▶ [Data to examine]

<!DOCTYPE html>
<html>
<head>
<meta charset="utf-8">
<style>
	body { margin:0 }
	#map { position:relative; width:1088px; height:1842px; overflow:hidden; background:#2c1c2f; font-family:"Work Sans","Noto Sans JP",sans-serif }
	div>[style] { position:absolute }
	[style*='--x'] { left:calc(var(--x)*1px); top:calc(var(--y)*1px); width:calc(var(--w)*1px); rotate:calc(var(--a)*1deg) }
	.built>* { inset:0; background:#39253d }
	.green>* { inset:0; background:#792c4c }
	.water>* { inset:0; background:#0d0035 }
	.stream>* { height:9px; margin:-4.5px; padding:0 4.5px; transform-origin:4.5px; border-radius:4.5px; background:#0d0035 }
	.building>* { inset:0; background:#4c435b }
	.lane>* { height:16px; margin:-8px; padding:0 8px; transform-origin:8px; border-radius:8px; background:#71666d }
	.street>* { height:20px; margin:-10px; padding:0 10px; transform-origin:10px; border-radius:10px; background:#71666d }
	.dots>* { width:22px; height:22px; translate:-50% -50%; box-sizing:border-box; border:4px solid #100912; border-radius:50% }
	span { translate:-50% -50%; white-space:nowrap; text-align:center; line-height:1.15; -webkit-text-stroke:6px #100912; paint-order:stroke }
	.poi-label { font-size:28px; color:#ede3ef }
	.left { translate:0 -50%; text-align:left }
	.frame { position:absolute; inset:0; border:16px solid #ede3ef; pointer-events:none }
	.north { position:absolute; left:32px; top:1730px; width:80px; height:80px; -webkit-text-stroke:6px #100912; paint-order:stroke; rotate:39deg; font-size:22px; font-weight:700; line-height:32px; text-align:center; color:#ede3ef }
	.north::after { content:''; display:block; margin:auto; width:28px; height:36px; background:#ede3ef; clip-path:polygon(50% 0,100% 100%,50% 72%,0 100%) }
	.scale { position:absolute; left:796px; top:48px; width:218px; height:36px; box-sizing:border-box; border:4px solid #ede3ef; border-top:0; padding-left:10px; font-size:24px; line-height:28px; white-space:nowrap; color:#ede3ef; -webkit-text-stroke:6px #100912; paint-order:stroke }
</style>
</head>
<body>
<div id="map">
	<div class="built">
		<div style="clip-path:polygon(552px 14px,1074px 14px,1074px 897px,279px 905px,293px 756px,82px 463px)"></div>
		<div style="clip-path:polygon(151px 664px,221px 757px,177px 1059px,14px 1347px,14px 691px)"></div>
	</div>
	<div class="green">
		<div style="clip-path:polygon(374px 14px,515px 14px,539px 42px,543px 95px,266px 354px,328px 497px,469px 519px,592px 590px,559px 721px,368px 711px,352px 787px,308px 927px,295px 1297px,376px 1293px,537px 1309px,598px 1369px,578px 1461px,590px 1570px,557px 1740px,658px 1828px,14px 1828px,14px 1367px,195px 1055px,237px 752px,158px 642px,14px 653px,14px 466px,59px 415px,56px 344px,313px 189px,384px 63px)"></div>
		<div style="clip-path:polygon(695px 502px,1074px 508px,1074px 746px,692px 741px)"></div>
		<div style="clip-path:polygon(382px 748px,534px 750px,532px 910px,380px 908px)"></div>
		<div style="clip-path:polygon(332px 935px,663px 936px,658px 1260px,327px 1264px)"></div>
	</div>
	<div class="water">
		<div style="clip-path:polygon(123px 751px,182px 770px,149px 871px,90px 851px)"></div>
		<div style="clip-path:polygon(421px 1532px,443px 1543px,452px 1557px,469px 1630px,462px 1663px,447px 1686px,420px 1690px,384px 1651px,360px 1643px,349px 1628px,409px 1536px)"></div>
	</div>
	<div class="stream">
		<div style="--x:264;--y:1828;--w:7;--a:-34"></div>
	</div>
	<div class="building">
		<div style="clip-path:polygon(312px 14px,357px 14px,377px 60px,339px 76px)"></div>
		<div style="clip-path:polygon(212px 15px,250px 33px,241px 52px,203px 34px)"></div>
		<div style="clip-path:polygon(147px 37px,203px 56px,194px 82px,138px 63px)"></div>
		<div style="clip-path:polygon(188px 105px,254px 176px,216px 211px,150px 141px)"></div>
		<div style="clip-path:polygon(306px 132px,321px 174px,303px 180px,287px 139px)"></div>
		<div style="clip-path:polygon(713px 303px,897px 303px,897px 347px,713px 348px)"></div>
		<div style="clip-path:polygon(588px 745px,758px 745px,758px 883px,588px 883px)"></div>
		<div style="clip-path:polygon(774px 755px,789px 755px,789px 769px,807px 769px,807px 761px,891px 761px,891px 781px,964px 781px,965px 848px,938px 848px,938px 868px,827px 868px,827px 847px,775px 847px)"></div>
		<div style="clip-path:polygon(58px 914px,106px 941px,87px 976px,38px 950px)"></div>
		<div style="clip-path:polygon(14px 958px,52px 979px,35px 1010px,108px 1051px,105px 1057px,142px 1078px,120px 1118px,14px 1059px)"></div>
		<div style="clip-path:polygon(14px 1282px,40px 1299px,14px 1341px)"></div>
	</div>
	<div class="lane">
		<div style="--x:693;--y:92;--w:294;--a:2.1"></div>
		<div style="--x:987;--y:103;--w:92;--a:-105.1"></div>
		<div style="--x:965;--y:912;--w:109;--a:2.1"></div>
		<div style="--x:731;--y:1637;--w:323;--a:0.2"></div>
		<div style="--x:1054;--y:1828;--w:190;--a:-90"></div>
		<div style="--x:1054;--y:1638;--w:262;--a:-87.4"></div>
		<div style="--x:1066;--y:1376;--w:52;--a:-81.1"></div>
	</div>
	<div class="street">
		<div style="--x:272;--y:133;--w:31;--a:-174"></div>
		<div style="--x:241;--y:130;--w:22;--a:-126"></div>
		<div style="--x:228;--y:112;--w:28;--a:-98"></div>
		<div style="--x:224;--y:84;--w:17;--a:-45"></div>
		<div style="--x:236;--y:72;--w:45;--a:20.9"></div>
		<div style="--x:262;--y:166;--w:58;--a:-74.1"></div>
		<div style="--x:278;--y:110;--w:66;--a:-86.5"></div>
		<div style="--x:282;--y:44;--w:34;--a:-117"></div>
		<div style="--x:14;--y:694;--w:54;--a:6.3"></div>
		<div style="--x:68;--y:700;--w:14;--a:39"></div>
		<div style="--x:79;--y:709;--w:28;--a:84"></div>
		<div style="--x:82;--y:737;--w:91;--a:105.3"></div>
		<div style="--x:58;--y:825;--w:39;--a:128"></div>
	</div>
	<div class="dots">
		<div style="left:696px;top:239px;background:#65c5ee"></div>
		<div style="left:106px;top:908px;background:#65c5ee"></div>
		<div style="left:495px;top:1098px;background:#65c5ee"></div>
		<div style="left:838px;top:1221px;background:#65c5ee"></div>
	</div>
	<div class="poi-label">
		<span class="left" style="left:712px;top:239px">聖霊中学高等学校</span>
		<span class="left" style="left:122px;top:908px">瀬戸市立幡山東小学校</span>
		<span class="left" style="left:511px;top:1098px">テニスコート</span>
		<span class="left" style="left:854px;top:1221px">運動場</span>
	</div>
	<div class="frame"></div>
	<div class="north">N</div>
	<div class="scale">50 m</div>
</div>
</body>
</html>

▶ [What needs to be done] How many lines in the entries include "stream"? Only the number is wanted.

▶ [Response box] 2